Le basi della quarta rivoluzione industriale sono state gettate dalle 5 big tech (Apple, Google, Microsoft, Facebook e Amazon) e proseguirà con investimenti innovativi, specializzazione e competenze nell'ambito del digital manufacturing, di infrastrutture abilitanti e di strumenti di supporto e terminerà con l'intelligenza artificiale , cioè con le macchine che imparano da sole. Grazie a sofisticati algoritmi e alla potenza di calcolo dei moderni processori che riescono ad elaborare grandi quantità di dati acquisiti con la connessione di massa (IOT) , le macchine sono capaci di imparare da sole (macchine attive), quando in precedenza avevano una funzione solo passiva. Nei settori automobilistici, sanitario, robotica, telecomunicazione, consumi e servizi finanziari si adotterà l’intelligenza artificiale per accelerare lo sviluppo corrente.
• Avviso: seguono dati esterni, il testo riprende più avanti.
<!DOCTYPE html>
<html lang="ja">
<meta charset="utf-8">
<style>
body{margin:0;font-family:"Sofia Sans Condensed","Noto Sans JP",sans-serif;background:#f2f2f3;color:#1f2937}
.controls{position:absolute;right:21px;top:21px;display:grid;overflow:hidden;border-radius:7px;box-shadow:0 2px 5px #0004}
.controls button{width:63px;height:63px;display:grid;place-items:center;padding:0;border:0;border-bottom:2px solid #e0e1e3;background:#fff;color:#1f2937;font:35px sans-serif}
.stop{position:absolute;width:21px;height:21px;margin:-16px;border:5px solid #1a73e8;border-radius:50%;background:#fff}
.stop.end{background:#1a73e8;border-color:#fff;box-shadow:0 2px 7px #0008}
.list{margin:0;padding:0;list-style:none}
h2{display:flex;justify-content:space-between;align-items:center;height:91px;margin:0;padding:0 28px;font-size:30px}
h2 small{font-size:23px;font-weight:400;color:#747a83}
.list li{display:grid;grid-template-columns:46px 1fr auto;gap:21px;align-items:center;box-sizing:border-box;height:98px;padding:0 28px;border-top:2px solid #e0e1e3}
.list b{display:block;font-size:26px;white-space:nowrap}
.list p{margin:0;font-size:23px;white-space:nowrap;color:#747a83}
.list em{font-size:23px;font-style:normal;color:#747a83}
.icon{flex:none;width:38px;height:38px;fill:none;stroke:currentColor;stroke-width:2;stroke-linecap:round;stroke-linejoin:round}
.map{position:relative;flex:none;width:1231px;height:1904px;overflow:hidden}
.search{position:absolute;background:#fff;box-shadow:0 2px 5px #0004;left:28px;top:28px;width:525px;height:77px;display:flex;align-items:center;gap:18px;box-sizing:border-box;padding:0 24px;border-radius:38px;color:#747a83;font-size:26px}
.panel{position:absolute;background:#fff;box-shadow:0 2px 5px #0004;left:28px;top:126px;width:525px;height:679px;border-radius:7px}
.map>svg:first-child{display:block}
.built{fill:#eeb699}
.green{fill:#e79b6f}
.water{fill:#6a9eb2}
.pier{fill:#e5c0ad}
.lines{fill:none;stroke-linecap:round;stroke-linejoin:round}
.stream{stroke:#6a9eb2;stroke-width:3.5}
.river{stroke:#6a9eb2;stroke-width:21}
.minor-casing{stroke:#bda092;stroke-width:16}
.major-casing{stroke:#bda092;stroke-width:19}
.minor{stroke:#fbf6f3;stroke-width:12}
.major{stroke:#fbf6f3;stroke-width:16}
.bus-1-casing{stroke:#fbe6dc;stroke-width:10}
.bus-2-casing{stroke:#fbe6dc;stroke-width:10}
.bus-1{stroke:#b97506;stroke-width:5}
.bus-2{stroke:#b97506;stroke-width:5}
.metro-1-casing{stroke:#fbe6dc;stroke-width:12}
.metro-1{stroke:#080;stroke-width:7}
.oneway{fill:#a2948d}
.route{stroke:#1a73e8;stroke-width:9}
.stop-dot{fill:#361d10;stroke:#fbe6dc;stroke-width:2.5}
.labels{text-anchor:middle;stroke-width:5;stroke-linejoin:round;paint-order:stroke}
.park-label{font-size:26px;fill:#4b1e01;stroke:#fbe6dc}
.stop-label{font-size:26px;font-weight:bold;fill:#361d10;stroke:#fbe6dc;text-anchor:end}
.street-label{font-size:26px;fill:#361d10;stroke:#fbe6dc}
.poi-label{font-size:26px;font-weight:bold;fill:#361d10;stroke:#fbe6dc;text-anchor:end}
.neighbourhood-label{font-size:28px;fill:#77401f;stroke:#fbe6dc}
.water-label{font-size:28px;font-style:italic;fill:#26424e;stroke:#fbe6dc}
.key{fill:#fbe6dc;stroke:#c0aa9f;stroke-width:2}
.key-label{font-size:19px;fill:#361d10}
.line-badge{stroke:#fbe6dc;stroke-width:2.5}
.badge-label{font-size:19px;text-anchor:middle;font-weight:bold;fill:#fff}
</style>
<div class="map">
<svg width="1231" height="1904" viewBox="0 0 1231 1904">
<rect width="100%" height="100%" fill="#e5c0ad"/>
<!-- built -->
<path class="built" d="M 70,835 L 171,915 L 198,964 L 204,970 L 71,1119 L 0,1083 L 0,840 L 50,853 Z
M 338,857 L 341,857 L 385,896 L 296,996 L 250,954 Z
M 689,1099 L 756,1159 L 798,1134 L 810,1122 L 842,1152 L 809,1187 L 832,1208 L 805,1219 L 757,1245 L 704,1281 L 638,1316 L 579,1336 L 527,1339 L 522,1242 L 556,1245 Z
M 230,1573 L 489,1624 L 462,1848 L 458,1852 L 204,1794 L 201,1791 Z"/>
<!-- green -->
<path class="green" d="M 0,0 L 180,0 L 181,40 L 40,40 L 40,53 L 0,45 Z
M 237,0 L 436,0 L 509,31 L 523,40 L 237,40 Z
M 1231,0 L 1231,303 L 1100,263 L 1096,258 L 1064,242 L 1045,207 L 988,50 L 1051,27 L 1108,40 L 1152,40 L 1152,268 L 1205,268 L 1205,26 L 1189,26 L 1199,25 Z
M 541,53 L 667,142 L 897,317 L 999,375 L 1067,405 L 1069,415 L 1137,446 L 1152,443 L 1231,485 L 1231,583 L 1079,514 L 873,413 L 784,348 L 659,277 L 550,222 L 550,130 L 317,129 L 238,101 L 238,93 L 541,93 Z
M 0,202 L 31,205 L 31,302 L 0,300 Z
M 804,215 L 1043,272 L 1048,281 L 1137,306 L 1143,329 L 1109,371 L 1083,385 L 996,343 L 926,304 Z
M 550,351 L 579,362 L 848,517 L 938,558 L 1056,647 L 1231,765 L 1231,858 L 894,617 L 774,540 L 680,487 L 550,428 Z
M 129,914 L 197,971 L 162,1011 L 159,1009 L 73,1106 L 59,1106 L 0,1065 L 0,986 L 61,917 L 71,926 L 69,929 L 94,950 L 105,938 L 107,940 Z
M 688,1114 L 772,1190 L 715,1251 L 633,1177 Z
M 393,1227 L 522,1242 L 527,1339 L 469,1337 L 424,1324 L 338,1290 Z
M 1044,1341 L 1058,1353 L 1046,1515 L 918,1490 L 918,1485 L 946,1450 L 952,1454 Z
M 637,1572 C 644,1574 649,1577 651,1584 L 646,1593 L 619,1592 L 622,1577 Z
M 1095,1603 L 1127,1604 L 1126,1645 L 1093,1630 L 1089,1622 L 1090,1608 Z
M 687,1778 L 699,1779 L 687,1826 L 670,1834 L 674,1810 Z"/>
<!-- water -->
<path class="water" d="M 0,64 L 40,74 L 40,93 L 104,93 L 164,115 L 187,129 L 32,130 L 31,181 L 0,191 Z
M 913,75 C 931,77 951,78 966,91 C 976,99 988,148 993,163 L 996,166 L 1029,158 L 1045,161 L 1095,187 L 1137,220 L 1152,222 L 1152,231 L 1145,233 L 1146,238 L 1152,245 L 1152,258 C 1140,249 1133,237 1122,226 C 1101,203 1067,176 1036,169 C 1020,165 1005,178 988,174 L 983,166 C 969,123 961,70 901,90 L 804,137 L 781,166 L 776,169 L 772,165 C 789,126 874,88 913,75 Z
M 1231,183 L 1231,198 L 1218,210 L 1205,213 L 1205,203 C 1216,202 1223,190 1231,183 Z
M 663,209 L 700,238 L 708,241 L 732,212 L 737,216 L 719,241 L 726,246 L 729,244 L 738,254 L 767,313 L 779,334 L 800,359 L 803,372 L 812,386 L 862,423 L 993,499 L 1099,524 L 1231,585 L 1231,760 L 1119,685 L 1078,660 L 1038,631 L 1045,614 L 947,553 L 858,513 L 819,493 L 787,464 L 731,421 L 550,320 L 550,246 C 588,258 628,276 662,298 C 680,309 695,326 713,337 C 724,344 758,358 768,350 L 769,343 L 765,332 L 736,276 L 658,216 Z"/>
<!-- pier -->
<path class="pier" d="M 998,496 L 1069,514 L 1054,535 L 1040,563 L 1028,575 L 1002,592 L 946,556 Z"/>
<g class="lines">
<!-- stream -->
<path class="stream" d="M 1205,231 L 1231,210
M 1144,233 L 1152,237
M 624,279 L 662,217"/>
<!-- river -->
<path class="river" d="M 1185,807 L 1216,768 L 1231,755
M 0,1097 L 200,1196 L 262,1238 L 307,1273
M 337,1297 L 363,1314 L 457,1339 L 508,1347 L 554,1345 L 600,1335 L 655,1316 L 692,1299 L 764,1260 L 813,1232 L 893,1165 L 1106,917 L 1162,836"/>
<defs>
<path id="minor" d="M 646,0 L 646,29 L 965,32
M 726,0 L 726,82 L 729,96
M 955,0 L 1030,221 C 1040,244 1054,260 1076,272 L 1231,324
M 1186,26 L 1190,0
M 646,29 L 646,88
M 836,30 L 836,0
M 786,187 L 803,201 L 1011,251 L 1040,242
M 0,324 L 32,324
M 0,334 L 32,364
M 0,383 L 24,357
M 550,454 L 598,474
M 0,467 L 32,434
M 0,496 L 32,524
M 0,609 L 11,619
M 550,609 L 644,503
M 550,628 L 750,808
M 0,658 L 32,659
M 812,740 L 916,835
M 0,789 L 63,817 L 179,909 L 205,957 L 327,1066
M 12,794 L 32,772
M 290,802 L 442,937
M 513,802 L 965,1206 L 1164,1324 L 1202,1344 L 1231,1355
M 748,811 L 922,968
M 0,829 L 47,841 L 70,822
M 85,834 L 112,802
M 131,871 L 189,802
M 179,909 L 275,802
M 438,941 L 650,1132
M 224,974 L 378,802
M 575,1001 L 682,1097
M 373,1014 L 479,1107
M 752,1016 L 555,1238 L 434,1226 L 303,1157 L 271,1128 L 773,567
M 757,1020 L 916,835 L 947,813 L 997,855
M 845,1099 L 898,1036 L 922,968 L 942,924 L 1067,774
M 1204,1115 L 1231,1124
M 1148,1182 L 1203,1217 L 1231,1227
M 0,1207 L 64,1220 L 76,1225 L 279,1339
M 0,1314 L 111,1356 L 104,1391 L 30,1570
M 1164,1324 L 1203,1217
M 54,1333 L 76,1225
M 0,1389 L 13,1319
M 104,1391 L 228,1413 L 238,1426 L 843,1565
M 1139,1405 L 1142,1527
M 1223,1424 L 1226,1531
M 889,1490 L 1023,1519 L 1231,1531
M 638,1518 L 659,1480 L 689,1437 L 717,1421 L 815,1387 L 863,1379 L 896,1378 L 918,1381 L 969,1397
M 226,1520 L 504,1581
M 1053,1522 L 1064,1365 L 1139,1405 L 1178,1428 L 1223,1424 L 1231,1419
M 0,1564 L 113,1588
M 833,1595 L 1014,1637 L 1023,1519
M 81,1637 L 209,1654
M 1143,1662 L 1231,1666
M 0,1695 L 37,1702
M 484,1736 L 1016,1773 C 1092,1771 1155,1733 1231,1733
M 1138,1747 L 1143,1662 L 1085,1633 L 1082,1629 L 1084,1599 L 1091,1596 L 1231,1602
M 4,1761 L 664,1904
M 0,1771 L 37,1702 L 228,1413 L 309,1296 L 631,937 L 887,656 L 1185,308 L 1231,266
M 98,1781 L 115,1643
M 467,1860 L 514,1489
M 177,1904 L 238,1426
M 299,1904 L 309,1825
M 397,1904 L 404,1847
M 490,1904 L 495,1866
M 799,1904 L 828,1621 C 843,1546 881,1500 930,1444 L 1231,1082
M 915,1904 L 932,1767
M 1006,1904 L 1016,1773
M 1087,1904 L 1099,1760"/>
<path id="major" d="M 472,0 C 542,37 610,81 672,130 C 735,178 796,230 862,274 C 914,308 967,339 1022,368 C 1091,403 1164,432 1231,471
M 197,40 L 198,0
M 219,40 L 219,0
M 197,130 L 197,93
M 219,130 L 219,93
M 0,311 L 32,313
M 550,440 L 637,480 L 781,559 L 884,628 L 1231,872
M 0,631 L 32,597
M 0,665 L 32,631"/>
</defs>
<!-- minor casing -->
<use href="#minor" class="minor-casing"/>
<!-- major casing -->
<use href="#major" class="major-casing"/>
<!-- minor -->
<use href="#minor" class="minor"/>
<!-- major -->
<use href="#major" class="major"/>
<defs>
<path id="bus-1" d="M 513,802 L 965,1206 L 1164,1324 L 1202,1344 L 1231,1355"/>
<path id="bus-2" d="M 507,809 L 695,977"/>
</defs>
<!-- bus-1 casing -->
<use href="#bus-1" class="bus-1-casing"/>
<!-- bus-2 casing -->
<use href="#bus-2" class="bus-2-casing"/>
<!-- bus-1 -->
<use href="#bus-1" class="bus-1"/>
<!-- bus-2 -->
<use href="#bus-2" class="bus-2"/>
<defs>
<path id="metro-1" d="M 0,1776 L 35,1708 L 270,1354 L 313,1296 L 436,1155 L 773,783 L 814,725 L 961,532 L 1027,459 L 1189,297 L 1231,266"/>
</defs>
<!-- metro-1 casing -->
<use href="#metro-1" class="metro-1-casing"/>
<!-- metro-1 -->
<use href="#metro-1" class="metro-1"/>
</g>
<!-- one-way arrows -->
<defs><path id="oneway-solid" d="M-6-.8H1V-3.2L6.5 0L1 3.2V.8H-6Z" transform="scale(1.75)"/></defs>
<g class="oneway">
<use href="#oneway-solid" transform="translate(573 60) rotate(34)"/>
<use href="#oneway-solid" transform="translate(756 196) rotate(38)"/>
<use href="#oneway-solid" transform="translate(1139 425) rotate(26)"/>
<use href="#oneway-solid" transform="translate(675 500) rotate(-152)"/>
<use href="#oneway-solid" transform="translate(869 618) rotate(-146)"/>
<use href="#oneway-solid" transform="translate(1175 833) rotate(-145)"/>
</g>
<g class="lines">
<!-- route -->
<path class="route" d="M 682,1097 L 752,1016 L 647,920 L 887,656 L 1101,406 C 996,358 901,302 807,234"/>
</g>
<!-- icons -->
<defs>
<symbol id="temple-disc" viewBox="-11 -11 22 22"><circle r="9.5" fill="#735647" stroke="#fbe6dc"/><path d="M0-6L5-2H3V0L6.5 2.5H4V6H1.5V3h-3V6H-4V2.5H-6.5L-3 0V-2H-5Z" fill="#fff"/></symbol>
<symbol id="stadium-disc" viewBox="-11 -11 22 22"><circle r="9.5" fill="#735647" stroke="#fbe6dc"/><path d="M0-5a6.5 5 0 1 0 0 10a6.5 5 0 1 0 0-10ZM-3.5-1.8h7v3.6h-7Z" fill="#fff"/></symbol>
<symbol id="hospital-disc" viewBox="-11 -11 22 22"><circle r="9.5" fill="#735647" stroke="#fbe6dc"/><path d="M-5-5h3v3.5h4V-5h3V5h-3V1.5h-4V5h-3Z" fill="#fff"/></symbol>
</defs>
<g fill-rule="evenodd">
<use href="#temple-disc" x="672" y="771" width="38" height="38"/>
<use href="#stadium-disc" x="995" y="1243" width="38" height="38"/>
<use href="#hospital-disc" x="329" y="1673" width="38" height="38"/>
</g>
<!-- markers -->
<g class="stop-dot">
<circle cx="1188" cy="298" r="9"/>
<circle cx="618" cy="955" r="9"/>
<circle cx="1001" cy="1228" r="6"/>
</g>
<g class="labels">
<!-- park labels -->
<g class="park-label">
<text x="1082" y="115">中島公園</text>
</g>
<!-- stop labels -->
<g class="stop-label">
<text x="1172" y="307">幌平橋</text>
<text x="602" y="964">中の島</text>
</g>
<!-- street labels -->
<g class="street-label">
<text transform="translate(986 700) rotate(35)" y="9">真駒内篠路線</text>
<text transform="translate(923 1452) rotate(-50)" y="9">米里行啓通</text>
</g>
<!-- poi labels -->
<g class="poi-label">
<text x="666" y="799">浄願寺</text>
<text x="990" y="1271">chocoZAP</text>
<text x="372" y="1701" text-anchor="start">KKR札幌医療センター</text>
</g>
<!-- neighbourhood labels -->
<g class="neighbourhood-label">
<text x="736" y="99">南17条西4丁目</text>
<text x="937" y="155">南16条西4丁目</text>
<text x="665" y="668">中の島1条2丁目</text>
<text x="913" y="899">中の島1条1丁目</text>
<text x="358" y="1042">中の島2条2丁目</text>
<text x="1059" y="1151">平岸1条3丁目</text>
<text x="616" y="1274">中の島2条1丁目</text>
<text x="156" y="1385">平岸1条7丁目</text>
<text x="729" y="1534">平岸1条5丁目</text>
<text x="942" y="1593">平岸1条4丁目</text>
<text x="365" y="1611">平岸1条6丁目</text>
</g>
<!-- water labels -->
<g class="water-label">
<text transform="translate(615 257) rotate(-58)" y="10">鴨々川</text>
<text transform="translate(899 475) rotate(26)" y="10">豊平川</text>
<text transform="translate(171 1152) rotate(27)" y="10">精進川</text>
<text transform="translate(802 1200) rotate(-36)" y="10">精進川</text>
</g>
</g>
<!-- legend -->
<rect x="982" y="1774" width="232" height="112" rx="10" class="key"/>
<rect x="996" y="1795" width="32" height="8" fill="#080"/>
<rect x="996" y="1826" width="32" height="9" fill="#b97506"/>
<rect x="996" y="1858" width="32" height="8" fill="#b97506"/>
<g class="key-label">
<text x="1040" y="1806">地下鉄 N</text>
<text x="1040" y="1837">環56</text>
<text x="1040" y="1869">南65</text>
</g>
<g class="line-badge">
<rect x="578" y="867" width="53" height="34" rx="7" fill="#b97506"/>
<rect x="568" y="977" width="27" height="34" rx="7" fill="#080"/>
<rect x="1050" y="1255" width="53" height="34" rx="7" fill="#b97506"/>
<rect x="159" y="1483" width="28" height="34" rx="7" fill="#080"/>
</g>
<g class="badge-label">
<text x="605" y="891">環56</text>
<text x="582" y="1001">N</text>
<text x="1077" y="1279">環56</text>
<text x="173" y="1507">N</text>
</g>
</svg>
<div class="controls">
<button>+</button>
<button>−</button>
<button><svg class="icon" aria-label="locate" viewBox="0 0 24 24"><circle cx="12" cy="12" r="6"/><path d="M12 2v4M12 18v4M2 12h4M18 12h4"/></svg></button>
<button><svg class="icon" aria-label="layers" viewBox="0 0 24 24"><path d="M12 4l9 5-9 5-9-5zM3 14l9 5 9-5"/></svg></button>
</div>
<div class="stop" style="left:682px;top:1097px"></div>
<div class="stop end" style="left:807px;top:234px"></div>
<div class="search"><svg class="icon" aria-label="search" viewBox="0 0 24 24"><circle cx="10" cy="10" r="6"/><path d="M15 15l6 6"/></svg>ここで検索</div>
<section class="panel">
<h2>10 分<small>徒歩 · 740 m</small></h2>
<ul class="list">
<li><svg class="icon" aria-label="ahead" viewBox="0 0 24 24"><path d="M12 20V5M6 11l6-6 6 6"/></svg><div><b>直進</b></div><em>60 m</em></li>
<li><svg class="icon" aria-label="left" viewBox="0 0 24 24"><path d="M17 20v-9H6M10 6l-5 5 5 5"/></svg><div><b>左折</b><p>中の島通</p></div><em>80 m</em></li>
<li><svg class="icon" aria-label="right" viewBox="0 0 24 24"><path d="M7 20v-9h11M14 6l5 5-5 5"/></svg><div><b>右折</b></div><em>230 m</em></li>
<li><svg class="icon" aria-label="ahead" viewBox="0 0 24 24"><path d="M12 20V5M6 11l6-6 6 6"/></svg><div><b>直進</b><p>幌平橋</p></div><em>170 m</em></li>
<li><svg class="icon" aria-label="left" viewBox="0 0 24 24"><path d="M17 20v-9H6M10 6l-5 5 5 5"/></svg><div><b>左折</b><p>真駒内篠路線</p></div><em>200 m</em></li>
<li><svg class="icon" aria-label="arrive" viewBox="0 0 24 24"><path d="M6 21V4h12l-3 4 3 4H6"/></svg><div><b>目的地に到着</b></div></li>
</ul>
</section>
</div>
Certo non mancano i rischi, in primis quello già paventato dal World Economic Forum che parla di una potenziale perdita di cinque milioni di posti di lavoro nei prossimi anni ma, al tempo stesso, non mancano nemmeno le opportunità, sia sul fronte di una nuova produttività, sia su quello dei processi. La definizione di epoca 4.0, quella delle nuove tecnologie digitali e dell’intelligenza artificiale, è ancora empirica ma senza dubbio si muove in un perimetro dai contorni piuttosto definiti, ovvero quello dell’utilizzo dei dati, della potenza di calcolo e della connettività che si traduce in big data, open data, internet of things, machine-to-machine e cloud computing per la centralizzazione delle informazioni e la loro conservazione. Ci sono poi gli analytics: una volta raccolti i dati, bisogna ricavarne valore.
E ancora, l’interazione tra uomo e macchina coinvolge le "interfacce “touch”, sempre più diffuse, e la realtà aumentata: un esempio è la possibilità di migliorare le proprie prestazioni sul lavoro attraverso strumenti come i Google Glass. Infine c’è il settore che guarda al passaggio dal digitale al reale e che comprende la manifattura additiva, la stampa 3D, la robotica, le comunicazioni, le interazioni machine-to-machine e le nuove tecnologie per usare l’energia in modo mirato, razionalizzando i costi e ottimizzando le prestazioni.